At Veer Lofts, at Ninth Avenue N and Harrison Street, some residents in the 99-unit building are creating soul themselves through a tight-knit community that socializes together, especially when the destination is nearby. Wendy Simons is one of those residents. Simons moved to SLU from Bellevue, never to look back on her former suburban lifestyle, where making personal connections had been a challenge. “I’m a people person, and in Bellevue, whenever I threw seeds, they didn’t grow,” she says. “Every time I throw seeds here, they spring right up!”
Simons, who is originally from Cape Town, South Africa, feels right at home. “I’ve lived in America for 40 years, and this is the most at home I’ve ever felt.”

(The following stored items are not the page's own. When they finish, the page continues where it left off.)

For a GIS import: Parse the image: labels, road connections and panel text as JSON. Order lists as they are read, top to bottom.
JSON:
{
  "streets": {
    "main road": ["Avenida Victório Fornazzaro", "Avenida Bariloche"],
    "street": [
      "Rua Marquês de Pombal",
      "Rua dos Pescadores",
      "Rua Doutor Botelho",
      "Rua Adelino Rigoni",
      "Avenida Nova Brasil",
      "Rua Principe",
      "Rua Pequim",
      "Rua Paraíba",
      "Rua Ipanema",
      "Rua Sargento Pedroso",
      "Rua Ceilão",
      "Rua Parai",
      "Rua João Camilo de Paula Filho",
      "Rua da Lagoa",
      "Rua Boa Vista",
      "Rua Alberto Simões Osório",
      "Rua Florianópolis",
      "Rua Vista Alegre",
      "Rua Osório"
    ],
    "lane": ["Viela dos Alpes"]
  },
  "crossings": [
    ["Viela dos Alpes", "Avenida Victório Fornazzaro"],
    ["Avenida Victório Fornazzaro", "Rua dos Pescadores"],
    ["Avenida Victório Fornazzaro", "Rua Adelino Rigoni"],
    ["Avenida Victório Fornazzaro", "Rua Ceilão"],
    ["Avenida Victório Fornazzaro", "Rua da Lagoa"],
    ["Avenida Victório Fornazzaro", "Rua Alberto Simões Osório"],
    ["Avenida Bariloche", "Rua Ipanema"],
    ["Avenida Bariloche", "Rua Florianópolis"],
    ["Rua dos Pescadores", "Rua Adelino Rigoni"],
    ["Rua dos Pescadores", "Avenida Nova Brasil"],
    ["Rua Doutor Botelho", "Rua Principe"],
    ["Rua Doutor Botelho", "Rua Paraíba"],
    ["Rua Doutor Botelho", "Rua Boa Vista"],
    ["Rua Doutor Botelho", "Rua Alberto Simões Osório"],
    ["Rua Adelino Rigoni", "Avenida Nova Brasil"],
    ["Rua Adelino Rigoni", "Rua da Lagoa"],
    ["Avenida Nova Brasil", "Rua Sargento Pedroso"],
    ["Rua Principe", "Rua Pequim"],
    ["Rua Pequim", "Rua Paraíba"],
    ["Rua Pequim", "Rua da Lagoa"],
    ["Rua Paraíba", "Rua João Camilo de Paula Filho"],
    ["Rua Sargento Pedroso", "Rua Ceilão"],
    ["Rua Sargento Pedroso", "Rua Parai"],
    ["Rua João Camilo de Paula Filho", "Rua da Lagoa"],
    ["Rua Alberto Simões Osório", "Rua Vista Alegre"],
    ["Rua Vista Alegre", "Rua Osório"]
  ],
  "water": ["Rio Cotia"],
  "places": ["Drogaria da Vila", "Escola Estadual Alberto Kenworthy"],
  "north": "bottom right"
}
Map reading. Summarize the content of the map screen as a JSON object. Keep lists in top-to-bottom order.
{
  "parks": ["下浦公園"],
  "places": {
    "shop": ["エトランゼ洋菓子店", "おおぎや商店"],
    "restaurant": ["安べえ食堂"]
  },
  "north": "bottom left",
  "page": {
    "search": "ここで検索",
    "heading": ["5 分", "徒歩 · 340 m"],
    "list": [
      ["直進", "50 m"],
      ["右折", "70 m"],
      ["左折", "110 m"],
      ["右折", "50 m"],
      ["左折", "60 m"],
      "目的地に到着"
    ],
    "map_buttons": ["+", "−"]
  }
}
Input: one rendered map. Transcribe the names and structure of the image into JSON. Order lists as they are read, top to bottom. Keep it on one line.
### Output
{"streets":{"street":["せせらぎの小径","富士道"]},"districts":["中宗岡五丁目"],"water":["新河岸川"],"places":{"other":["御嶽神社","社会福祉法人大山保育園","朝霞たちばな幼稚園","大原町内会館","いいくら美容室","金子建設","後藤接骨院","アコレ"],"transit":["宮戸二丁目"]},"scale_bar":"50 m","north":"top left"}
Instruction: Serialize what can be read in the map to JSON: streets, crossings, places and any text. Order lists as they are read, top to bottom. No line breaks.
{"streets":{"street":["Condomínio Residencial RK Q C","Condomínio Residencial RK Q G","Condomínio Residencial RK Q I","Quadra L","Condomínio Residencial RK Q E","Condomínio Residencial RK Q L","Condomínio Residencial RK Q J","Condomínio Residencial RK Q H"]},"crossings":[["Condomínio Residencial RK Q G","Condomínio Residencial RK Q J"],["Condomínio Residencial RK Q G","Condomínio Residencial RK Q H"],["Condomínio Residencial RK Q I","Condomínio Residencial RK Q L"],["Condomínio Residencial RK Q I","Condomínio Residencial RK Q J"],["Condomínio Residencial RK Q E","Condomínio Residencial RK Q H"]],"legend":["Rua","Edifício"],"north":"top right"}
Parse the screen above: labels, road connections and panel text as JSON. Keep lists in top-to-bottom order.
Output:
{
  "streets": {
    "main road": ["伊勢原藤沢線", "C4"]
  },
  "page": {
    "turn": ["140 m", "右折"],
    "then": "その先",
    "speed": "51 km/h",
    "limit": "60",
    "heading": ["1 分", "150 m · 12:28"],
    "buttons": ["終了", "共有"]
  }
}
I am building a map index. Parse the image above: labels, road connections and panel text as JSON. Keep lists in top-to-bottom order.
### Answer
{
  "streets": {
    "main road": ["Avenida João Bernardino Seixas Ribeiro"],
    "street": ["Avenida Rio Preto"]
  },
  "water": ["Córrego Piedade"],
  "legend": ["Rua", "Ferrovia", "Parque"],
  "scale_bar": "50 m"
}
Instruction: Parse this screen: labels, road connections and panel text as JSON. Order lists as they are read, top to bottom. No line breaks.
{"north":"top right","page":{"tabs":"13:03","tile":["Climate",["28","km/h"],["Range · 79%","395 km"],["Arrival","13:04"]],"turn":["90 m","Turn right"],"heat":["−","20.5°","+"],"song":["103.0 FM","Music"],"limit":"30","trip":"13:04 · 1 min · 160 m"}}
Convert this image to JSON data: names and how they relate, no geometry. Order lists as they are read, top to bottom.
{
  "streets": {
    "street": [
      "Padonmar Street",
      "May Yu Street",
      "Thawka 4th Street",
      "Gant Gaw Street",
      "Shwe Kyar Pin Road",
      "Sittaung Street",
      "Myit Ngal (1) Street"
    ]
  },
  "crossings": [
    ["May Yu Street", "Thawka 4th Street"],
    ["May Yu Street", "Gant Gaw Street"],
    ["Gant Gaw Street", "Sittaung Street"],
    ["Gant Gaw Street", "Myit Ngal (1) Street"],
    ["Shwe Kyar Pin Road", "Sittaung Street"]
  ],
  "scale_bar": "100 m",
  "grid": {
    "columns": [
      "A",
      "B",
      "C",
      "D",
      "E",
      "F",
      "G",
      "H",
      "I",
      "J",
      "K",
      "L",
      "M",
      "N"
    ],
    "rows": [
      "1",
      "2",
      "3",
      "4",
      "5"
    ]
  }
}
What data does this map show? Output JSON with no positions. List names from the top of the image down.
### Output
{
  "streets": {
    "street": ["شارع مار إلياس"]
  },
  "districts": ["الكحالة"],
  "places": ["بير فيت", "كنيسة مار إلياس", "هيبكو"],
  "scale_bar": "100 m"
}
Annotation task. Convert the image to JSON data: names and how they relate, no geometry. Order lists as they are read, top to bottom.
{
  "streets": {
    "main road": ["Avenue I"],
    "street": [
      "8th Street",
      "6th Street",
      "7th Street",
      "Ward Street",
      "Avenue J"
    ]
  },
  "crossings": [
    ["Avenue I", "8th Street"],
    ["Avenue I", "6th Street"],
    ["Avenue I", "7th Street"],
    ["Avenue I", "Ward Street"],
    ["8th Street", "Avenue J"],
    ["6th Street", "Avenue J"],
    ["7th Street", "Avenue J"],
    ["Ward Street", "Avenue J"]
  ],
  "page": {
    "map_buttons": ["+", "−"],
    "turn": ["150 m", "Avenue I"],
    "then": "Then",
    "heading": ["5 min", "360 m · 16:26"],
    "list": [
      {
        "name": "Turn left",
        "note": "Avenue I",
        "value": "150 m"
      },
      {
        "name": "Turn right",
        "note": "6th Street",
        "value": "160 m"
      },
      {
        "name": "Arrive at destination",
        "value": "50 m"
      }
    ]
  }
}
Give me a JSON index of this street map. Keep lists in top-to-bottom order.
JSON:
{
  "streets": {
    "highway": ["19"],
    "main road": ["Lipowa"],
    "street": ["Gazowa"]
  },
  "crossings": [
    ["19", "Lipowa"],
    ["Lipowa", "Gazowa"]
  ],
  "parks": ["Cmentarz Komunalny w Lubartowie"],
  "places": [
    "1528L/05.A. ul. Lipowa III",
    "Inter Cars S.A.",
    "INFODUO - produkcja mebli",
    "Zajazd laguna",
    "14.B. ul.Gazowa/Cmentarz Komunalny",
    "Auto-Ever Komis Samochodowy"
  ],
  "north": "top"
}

But some efforts to increase the stickiness of the SLU community events, such as the Cascade Farmers’ Market and a monthly art walk, have lost steam and petered out. And untapped treasures such as Denny Park, the city’s first public park, offer visitors mostly solitude, even on the sunniest days. “There’s more we can do in that park to get people out of their workplace and mingling in communal areas,” says SLU resident Archambault. “In San Francisco, parks fill up with people on nice days. You don’t see that here.”
The focus, though, tends to be on the new—the refurbished Lake Union Park, the relocated MOHAI and the expanding Amazon footprint—to create the right mix that will enliven the neighborhood.
Some establishments aren’t designed for all comers. The so-called Amazon cafés—Caffé Vitta in the Van Vorst Building and Victrola Espresso Bar on Boren Avenue N—require Amazon employee IDs to get in. The restriction highlights the gray area between the public and the private in SLU. The public is welcome at Buster Simpson’s Ping Pong Plaza, outside 401 Terry Ave., but the site doesn’t have the same accessible feeling as the outdoor chess game in Westlake Park. Vulcan plans to purchase an alley from the city at Mercer and Ninth Ave. N and transform it into a landscaped public plaza. But it remains to be seen if open spaces in private hands attract the diverse multitudes necessary for a truly vibrant community, or create an isolation that risks turning SLU into a company town.